Rub together a pound of sifted flour and three-quarters of a pound of fresh butter. Mix in, a tea-cup of fine brown sugar, two large table-spoonfuls of strong ginger, and (if you like them) two table-spoonfuls of carraway seeds. Having beaten five eggs, add them to the mixture alternately with a pint of strained honey; stirring in towards the last a small tea-spoonful of pearl-ash, that has been melted in a very little vinegar.

Having beaten or stirred the mixture long enough to make it perfectly light, transfer it to a square iron or block-tin pan, (which must be well buttered,) put it into a moderate oven, and bake it an hour or more, in proportion to its thickness.

When cool, cut it into squares. It is best if eaten fresh, but it will keep very well a week.

ROCK CAKE.—

Blanch three-quarters of a pound of shelled sweet almonds, and bruise them fine in a mortar, but not to a smooth paste as for maccaroons. Add, as you pound them, a little rose-water. Beat to a stiff froth the whites of four eggs, and then beat in gradually a pound of powdered loaf-sugar. Add the juice of a lemon. Then mix in the pounded almonds. Flour your hands, and make the mixture into little cones or pointed cakes. Spread sheets of damp, thin, white paper on buttered sheets of tin, and put the rock cakes on it, rather far apart. Sprinkle each with powdered loaf-sugar. Bake them of a pale brown, in a brisk oven. They will be done in a few minutes.

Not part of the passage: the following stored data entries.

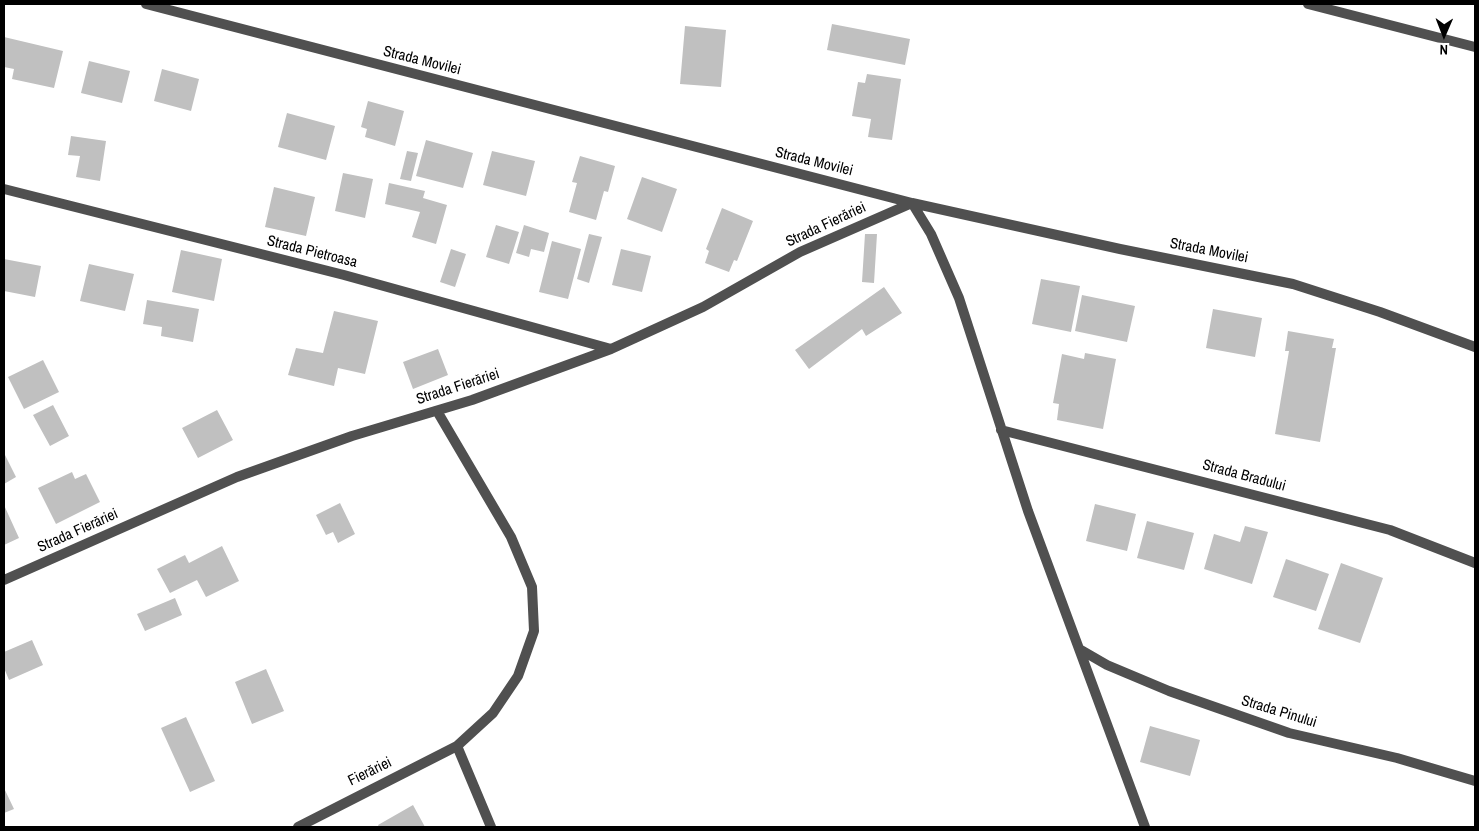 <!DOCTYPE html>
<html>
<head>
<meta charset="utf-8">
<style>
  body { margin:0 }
  #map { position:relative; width:1479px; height:831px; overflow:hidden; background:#fff; font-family:"Archivo Narrow",sans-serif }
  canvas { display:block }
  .frame { position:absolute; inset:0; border:5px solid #000; pointer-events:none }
  .north { position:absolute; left:1419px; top:10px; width:50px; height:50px; -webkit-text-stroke:4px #fff; paint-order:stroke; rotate:181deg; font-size:14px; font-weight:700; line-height:20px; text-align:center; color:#000 }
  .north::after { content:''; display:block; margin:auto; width:18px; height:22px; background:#000; clip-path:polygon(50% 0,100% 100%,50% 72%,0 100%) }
</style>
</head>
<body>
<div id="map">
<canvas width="1479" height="831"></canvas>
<div class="frame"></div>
<div class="north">N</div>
</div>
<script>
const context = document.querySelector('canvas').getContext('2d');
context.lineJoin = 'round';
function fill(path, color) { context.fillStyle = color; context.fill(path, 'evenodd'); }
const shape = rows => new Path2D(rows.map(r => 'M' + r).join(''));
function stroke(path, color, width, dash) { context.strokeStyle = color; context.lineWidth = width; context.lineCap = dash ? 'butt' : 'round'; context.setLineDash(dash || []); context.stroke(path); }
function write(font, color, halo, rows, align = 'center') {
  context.font = font + ' "Archivo Narrow",sans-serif'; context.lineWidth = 4; context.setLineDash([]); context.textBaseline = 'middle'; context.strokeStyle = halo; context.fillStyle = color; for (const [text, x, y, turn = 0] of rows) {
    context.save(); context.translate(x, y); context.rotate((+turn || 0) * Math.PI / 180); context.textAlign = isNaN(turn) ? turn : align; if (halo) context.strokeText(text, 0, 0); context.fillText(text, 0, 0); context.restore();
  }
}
const building = shape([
  [832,24,910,39,905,65,827,50],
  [685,26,726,30,721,87,680,84],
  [4,37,63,51,54,88,12,79,14,69,4,67],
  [89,61,130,71,122,103,81,93],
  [162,69,199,79,191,111,154,101],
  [867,74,901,79,892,140,868,137,871,119,852,116,858,82,865,83],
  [368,101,404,111,395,146,365,137,367,129,361,127],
  [287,113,335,126,326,160,278,147],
  [71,136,106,141,100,181,76,177,80,156,68,155],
  [426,140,473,153,463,188,416,176],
  [407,151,418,153,411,181,400,179],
  [492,151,535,161,526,196,483,185],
  [580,156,615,166,608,192,604,191,596,220,569,212,577,183,572,182],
  [343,173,373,179,365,218,335,211],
  [642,177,677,189,662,232,627,219],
  [389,183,425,191,423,198,447,205,436,244,412,237,420,212,385,204],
  [274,187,315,197,306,236,265,227],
  [722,208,753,221,737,261,734,260,729,272,705,263,709,251,706,249],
  [496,225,519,232,509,264,486,257],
  [524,225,549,233,544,252,531,249,529,257,516,253],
  [589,234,602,237,589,283,577,279],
  [865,234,877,234,874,283,862,282],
  [552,241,581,249,568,299,539,292],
  [451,249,466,254,455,287,440,282],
  [621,249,651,256,642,292,612,285],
  [181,250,222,259,214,301,172,292],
  [4,259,41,266,35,297,4,291],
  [89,264,134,274,125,311,80,301],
  [1041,279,1080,286,1071,332,1032,324],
  [884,287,902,313,866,336,862,329,809,369,795,350],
  [1082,295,1135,306,1127,342,1075,331],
  [147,300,199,309,193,342,161,336,162,327,143,324],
  [1213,309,1262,318,1255,357,1206,348],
  [334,311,378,321,365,374,338,368,334,386,288,375,296,348,323,353],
  [1288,331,1334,339,1332,348,1336,348,1320,442,1275,434,1289,351,1285,351],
  [438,349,448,375,413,389,403,362],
  [1085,353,1116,359,1103,429,1057,420,1059,404,1053,403,1062,354,1084,359],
  [43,360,59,392,24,409,8,377],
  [53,405,69,436,50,446,33,415],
  [217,410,233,440,198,458,182,428],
  [4,453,16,477,4,484],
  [72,472,75,479,86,474,100,502,56,524,38,488],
  [340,503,355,534,338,543,333,532,326,535,316,515],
  [1095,504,1136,514,1127,551,1086,541],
  [4,505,19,538,4,545],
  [1147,521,1194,533,1184,570,1137,558],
  [1245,526,1268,532,1252,584,1204,569,1214,534,1240,542],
  [222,546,239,581,206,597,197,580,170,593,157,569,185,555,189,563],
  [1286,559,1329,574,1316,611,1273,597],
  [1341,563,1383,578,1360,643,1318,629],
  [175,598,182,615,145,631,137,614],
  [32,640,43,665,9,680,4,668,4,652],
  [266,669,284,711,252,724,235,682],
  [186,717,215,781,190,792,161,728],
  [1150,726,1200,740,1190,776,1140,762],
  [4,788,14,809,4,813],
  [413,805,425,827,379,827,378,825]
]);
const street = shape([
  [146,4,912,203,1120,249,1293,284,1380,312,1475,347],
  [1308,4,1475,47],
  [4,189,344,275,611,349],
  [912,203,931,234,959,298,1028,511,1145,827],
  [1001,430,1390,530,1475,563],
  [4,580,237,477,352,436,472,400,611,349,703,307,800,252,912,203],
  [1081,650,1107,665,1169,691,1289,733,1397,758,1475,781],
  [457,746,491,827],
  [298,827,457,746,493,713,518,676,534,631,532,587,511,537,437,411]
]);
const streetNames = [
  ["Strada Movilei",422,61,14],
  ["Strada Movilei",814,162,14],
  ["Strada Fierăriei",826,225,-25],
  ["Strada Movilei",1209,251,11],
  ["Strada Pietroasa",312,252,14],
  ["Strada Fierăriei",458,387,-18],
  ["Strada Bradului",1244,476,15],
  ["Strada Fierăriei",78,531,-24],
  ["Strada Pinului",1279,712,17],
  ["Fierăriei",370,772,-26]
];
fill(building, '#c0c0c0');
stroke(street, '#505050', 10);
write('15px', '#000', '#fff', streetNames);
</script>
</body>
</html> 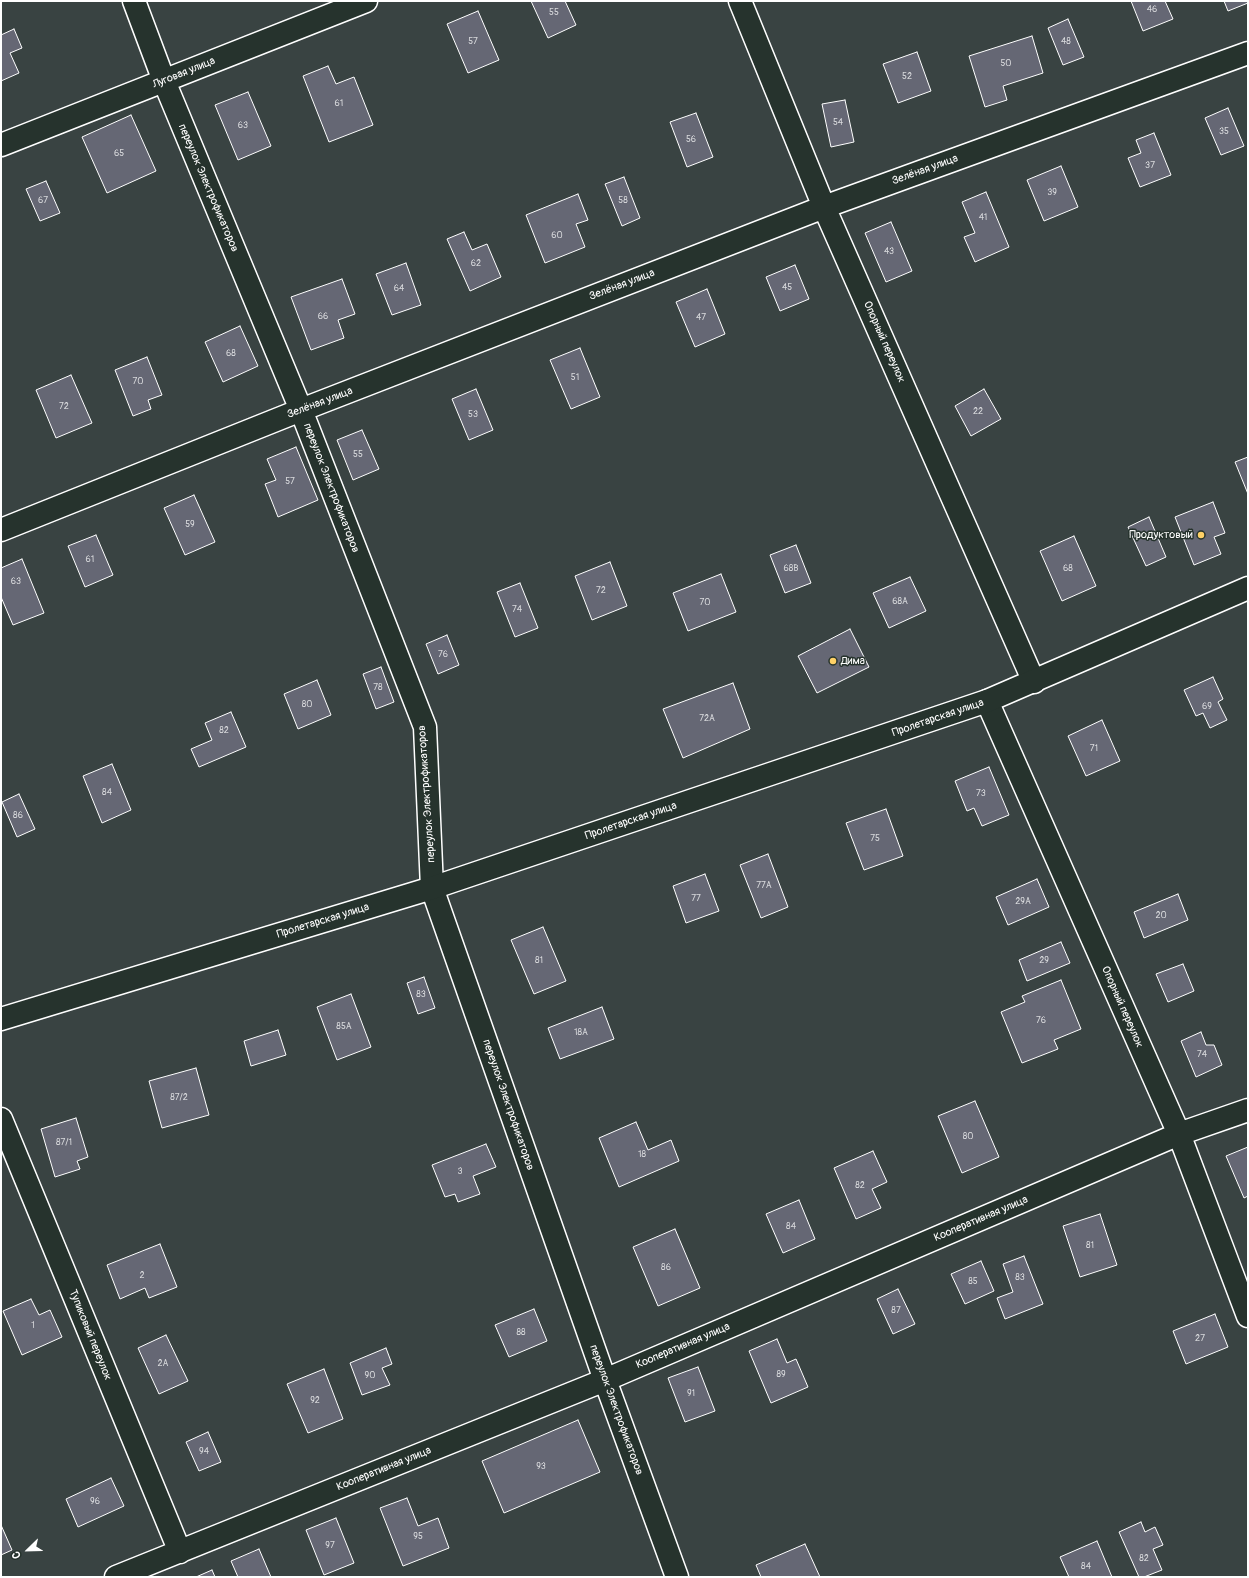 <!DOCTYPE html>
<html>
<head>
<meta charset="utf-8">
<style>
  body { margin:0 }
  #map { position:relative; width:1249px; height:1578px; overflow:hidden; background:#394342; font-family:Pangolin,sans-serif }
  canvas { display:block }
  .frame { position:absolute; inset:0; border:2px solid #fff; pointer-events:none }
  .north { position:absolute; left:8px; top:1530px; width:40px; height:40px; -webkit-text-stroke:3px #26332d; paint-order:stroke; rotate:247deg; font-size:11px; font-weight:700; line-height:16px; text-align:center; color:#fff }
  .north::after { content:''; display:block; margin:auto; width:14px; height:18px; background:#fff; clip-path:polygon(50% 0,100% 100%,50% 72%,0 100%) }
</style>
</head>
<body>
<div id="map">
<canvas width="1249" height="1578"></canvas>
<div class="frame"></div>
<div class="north">С</div>
</div>
<script>
const context = document.querySelector('canvas').getContext('2d');
context.lineJoin = 'round';
function fill(path, color) {
  context.fillStyle = color;
  context.fill(path, 'evenodd');
}
function poly(rows) {
  const path = new Path2D();
  for (const r of rows) {
    path.moveTo(r[0], r[1]);
    for (let i = 2; i < r.length; i += 2) path.lineTo(r[i], r[i + 1]);
  }
  return path;
}
function trace(path, color, width, dash) {
  context.strokeStyle = color;
  context.lineWidth = width;
  context.lineCap = dash ? 'butt' : 'round';
  context.setLineDash(dash || []);
  context.stroke(path);
}
function label(font, color, halo, rows, align = 'center') {
  context.font = font + ' Pangolin,sans-serif';
  context.lineWidth = 3;
  context.setLineDash([]);
  context.textBaseline = 'middle';
  context.strokeStyle = halo;
  context.fillStyle = color;
  for (const [text, x, y, turn = 0] of rows) {
    context.save();
    context.translate(x, y);
    context.rotate((+turn || 0) * Math.PI / 180);
    context.textAlign = isNaN(turn) ? turn : align;
    if (halo) context.strokeText(text, 0, 0);
    context.fillText(text, 0, 0);
    context.restore();
  }
}
const building = poly([
  [531,1,565,1,576,25,548,38,531,1],
  [1131,1,1165,1,1173,19,1143,31,1131,1],
  [1224,1,1248,1,1248,3,1228,11,1224,1],
  [478,11,499,60,468,73,447,24,478,11],
  [1068,19,1084,57,1063,65,1048,28,1068,19],
  [14,29,22,48,10,53,19,73,1,81,1,35,14,29],
  [1032,36,1043,73,1003,86,1007,100,985,107,969,56,1032,36],
  [917,52,931,91,898,103,883,64,917,52],
  [328,66,336,84,354,77,373,125,329,142,303,76,328,66],
  [248,92,271,146,238,160,215,105,248,92],
  [845,100,854,142,831,147,822,104,845,100],
  [1228,108,1244,146,1221,155,1205,118,1228,108],
  [696,113,713,157,687,167,670,122,696,113],
  [131,115,156,171,107,193,82,137,131,115],
  [1154,133,1171,175,1140,187,1128,158,1141,153,1136,140,1154,133],
  [1061,166,1078,207,1044,221,1027,180,1061,166],
  [624,177,640,218,622,226,605,184,624,177],
  [46,181,60,213,40,221,26,189,46,181],
  [986,192,1009,247,975,262,964,237,975,233,962,202,986,192],
  [578,194,588,220,576,224,585,247,545,263,526,215,578,194],
  [891,222,912,271,886,282,865,233,891,222],
  [464,232,472,250,487,244,501,277,470,291,447,239,464,232],
  [406,263,421,305,392,315,376,274,406,263],
  [795,265,809,299,780,311,766,277,795,265],
  [342,279,355,314,338,320,344,338,311,350,291,297,342,279],
  [707,289,725,334,695,347,676,302,707,289],
  [240,326,258,366,223,382,205,342,240,326],
  [580,348,600,397,571,409,550,360,580,348],
  [147,357,162,395,148,400,151,409,133,416,115,370,147,357],
  [71,375,92,423,56,438,36,390,71,375],
  [476,389,493,430,469,440,452,399,476,389],
  [984,389,1001,419,971,436,955,406,984,389],
  [362,430,379,469,353,480,337,440,362,430],
  [296,447,318,500,278,517,265,484,276,480,267,459,296,447],
  [1248,457,1248,494,1235,462,1248,457],
  [194,495,215,542,185,555,164,508,194,495],
  [1213,502,1225,533,1214,537,1221,554,1194,565,1175,517,1213,502],
  [1149,517,1166,557,1146,566,1128,527,1149,517],
  [96,535,113,575,85,587,68,546,96,535],
  [1074,536,1096,586,1062,601,1040,551,1074,536],
  [796,545,811,583,785,593,770,555,796,545],
  [22,559,44,613,13,625,1,597,1,568,22,559],
  [610,562,627,606,592,620,575,576,610,562],
  [721,574,736,612,688,631,673,593,721,574],
  [910,577,926,611,889,628,873,593,910,577],
  [520,583,538,628,515,637,497,592,520,583],
  [850,629,869,667,817,693,798,656,850,629],
  [447,635,459,665,438,674,426,644,447,635],
  [381,667,394,702,376,709,363,674,381,667],
  [1213,677,1223,699,1218,702,1227,720,1210,728,1203,713,1196,716,1184,690,1213,677],
  [317,680,331,715,298,729,284,694,317,680],
  [733,683,750,729,683,758,663,709,733,683],
  [231,712,246,747,199,767,191,749,212,740,205,723,231,712],
  [1102,720,1120,761,1086,776,1068,736,1102,720],
  [112,764,131,810,102,823,83,776,112,764],
  [989,767,1009,815,982,826,974,808,967,811,955,781,989,767],
  [19,794,35,829,17,837,2,802,19,794],
  [886,809,903,856,864,870,846,823,886,809],
  [768,854,788,907,761,918,740,865,768,854],
  [705,874,719,911,686,923,673,886,705,874],
  [1037,879,1049,907,1008,925,996,897,1037,879],
  [1178,894,1188,920,1144,938,1134,912,1178,894],
  [543,927,566,981,534,994,511,940,543,927],
  [1061,942,1070,963,1027,981,1019,960,1061,942],
  [1183,964,1194,991,1168,1002,1156,974,1183,964],
  [424,977,435,1008,418,1014,407,983,424,977],
  [1061,980,1081,1029,1054,1040,1058,1049,1022,1063,1001,1012,1025,1002,1022,996,1061,980],
  [351,994,371,1047,337,1060,317,1007,351,994],
  [602,1007,614,1039,560,1059,548,1028,602,1007],
  [278,1030,286,1055,251,1066,244,1041,278,1030],
  [1201,1032,1206,1045,1214,1045,1222,1065,1196,1077,1181,1041,1201,1032],
  [196,1068,209,1115,162,1128,149,1081,196,1068],
  [975,1101,999,1157,962,1173,938,1116,975,1101],
  [76,1118,88,1157,77,1161,80,1169,55,1177,41,1129,76,1118],
  [636,1122,648,1150,671,1140,679,1161,619,1187,599,1138,636,1122],
  [486,1144,496,1167,473,1176,480,1194,458,1202,455,1194,445,1197,432,1165,486,1144],
  [1248,1147,1248,1196,1244,1198,1226,1156,1248,1147],
  [873,1151,887,1182,872,1189,881,1208,856,1219,834,1168,873,1151],
  [799,1200,815,1239,783,1253,766,1214,799,1200],
  [1100,1214,1117,1265,1080,1277,1063,1226,1100,1214],
  [675,1229,700,1288,658,1306,633,1247,675,1229],
  [160,1244,177,1287,149,1298,145,1288,120,1299,107,1265,160,1244],
  [1024,1256,1043,1304,1005,1319,997,1298,1013,1292,1003,1264,1024,1256],
  [981,1261,994,1291,965,1304,951,1274,981,1261],
  [898,1289,915,1324,893,1334,877,1299,898,1289],
  [31,1299,39,1315,50,1310,62,1337,22,1355,3,1311,31,1299],
  [534,1309,547,1341,509,1357,495,1325,534,1309],
  [1215,1314,1228,1347,1186,1364,1173,1331,1215,1314],
  [166,1335,188,1381,159,1394,138,1348,166,1335],
  [777,1339,787,1363,796,1359,808,1387,771,1403,749,1351,777,1339],
  [386,1348,392,1364,382,1368,390,1385,362,1395,350,1363,386,1348],
  [698,1367,715,1411,685,1422,668,1378,698,1367],
  [324,1369,343,1419,308,1433,287,1384,324,1369],
  [578,1420,600,1472,504,1513,482,1461,578,1420],
  [208,1432,221,1462,199,1471,186,1442,208,1432],
  [111,1478,124,1506,78,1527,66,1499,111,1478],
  [407,1498,418,1526,438,1518,449,1548,403,1566,380,1508,407,1498],
  [336,1518,354,1563,324,1575,306,1530,336,1518],
  [1141,1522,1145,1532,1155,1527,1163,1545,1153,1549,1162,1570,1144,1577,1139,1577,1119,1532,1141,1522],
  [1,1525,12,1550,1,1555,1,1525],
  [1097,1541,1112,1577,1069,1577,1060,1557,1097,1541],
  [805,1544,820,1577,761,1577,756,1565,805,1544],
  [259,1549,271,1577,238,1577,231,1561,259,1549],
  [212,1570,215,1577,196,1577,212,1570]
]);
fill(building, '#656774');
trace(building, '#fff', 1);
const street = poly([
  [134,1,164,81,301,410,425,727,432,888,605,1380,677,1577],
  [740,1,824,207,1034,682],
  [1,145,366,1],
  [1,530,301,410,824,207,1248,53],
  [987,701,1179,1134,1248,1316],
  [1,1119,180,1552],
  [116,1577,605,1380,1179,1134,1248,1110]
]);
const secondary = poly([
  [1,1019,432,888,987,701,1248,588]
]);
trace(street, '#fff', 25);
trace(secondary, '#fff', 25);
trace(street, '#26332d', 22);
trace(secondary, '#26332d', 22);
for (const [x, y, r, color] of [
  [1201,535,4,"#ffd166"],
  [833,661,4,"#ffd166"]
]) {
  const dot = new Path2D();
  dot.arc(x, y, r, 0, 2 * Math.PI);
  context.fillStyle = color;
  context.fill(dot);
  trace(dot, '#26332d', 1.5);
}
label('9px', '#d8d9dc', null, [
  ["46",1152,10],
  ["55",554,13],
  ["57",473,42],
  ["48",1066,42],
  ["50",1006,64],
  ["52",907,77],
  ["61",339,104],
  ["54",838,123],
  ["63",243,126],
  ["35",1224,132],
  ["56",691,140],
  ["65",119,154],
  ["37",1150,166],
  ["39",1052,193],
  ["67",43,201],
  ["58",623,201],
  ["41",983,218],
  ["60",557,236],
  ["43",889,252],
  ["62",476,264],
  ["45",787,288],
  ["64",399,289],
  ["66",323,317],
  ["47",701,318],
  ["68",231,354],
  ["51",575,378],
  ["70",138,382],
  ["72",64,407],
  ["22",978,412],
  ["53",473,415],
  ["55",358,455],
  ["57",290,482],
  ["59",190,525],
  ["61",90,560],
  ["68В",791,569],
  ["68",1068,569],
  ["63",16,582],
  ["72",601,591],
  ["68А",900,602],
  ["70",705,603],
  ["74",517,610],
  ["76",443,655],
  ["78",378,688],
  ["80",307,705],
  ["69",1207,707],
  ["72А",707,719],
  ["82",224,731],
  ["71",1094,749],
  ["84",107,793],
  ["73",981,794],
  ["86",18,816],
  ["75",875,839],
  ["77А",764,886],
  ["77",696,899],
  ["29А",1023,902],
  ["20",1161,916],
  ["81",539,961],
  ["29",1044,961],
  ["83",421,995],
  ["76",1041,1021],
  ["85А",344,1027],
  ["18А",581,1033],
  ["74",1202,1055],
  ["87/2",179,1098],
  ["80",968,1137],
  ["87/1",64,1143],
  ["18",642,1155],
  ["3",460,1172],
  ["82",860,1186],
  ["84",791,1227],
  ["81",1090,1246],
  ["86",666,1268],
  ["2",142,1276],
  ["83",1020,1278],
  ["85",973,1282],
  ["87",896,1311],
  ["1",33,1326],
  ["88",521,1333],
  ["27",1200,1339],
  ["2А",163,1364],
  ["89",781,1375],
  ["90",370,1376],
  ["91",691,1394],
  ["92",315,1401],
  ["94",204,1452],
  ["93",541,1467],
  ["96",95,1502],
  ["95",418,1537],
  ["97",330,1546],
  ["82",1144,1559],
  ["84",1086,1567]
]);
label('11px', '#fff', '#26332d', [
  ["Луговая улица",184,73,-22],
  ["Зелёная улица",925,170,-20],
  ["переулок Электрофикаторов",208,188,67],
  ["Зелёная улица",622,285,-21],
  ["Опорный переулок",884,342,66],
  ["Зелёная улица",320,403,-21],
  ["переулок Электрофикаторов",331,488,69],
  ["Пролетарская улица",938,718,-19],
  ["переулок Электрофикаторов",427,794,-94],
  ["Пролетарская улица",631,821,-19],
  ["Пролетарская улица",323,921,-17],
  ["Опорный переулок",1122,1007,66],
  ["переулок Электрофикаторов",508,1105,71],
  ["Кооперативная улица",981,1219,-23],
  ["Тупиковый переулок",90,1335,68],
  ["Кооперативная улица",683,1346,-23],
  ["переулок Электрофикаторов",616,1410,70],
  ["Кооперативная улица",384,1469,-22]
]);
label('11px', '#fff', '#26332d', [
  ["Продуктовый",1193,535],
  ["Дима",841,661,"left"]
], 'right');
</script>
</body>
</html>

When cold, take them off the papers.

FROZEN CUSTARD.—

Slice a vanilla bean, and boil it slowly in half a pint of milk, till all the strength is extracted and the milk highly flavoured with the vanilla. Then strain it, and set it aside. Mix a quart of cream and a pint of milk, or, if you cannot procure cream, take three pints of rich milk, and put them into a skillet or sauce-pan. Set it on hot coals, and boil it. When it has come to a boil, mix a table-spoonful of flour in three table-spoonfuls of milk, and stir it into the boiling liquid. Afterwards add six eggs, (which have been beaten up with two table-spoonfuls of milk,) pouring them slowly into the mixture. Take care to stir it all the time it is boiling. Five minutes after, stir in gradually half a pound of powdered loaf-sugar, and then the decoction of vanilla. Having stirred it hard a few moments, take it off the fire, and set it to cool. When quite cold, put it into a mould and freeze it, as you would ice-cream, for which it frequently passes.

You may flavour it with the juice of two large lemons, stirred in just before you take it from the fire, or with a quarter of a pound of shelled bitter almonds, blanched, pounded in a mortar with rose-water, and then boiled in half a pint of milk, till the flavour is extracted. Then use the milk only.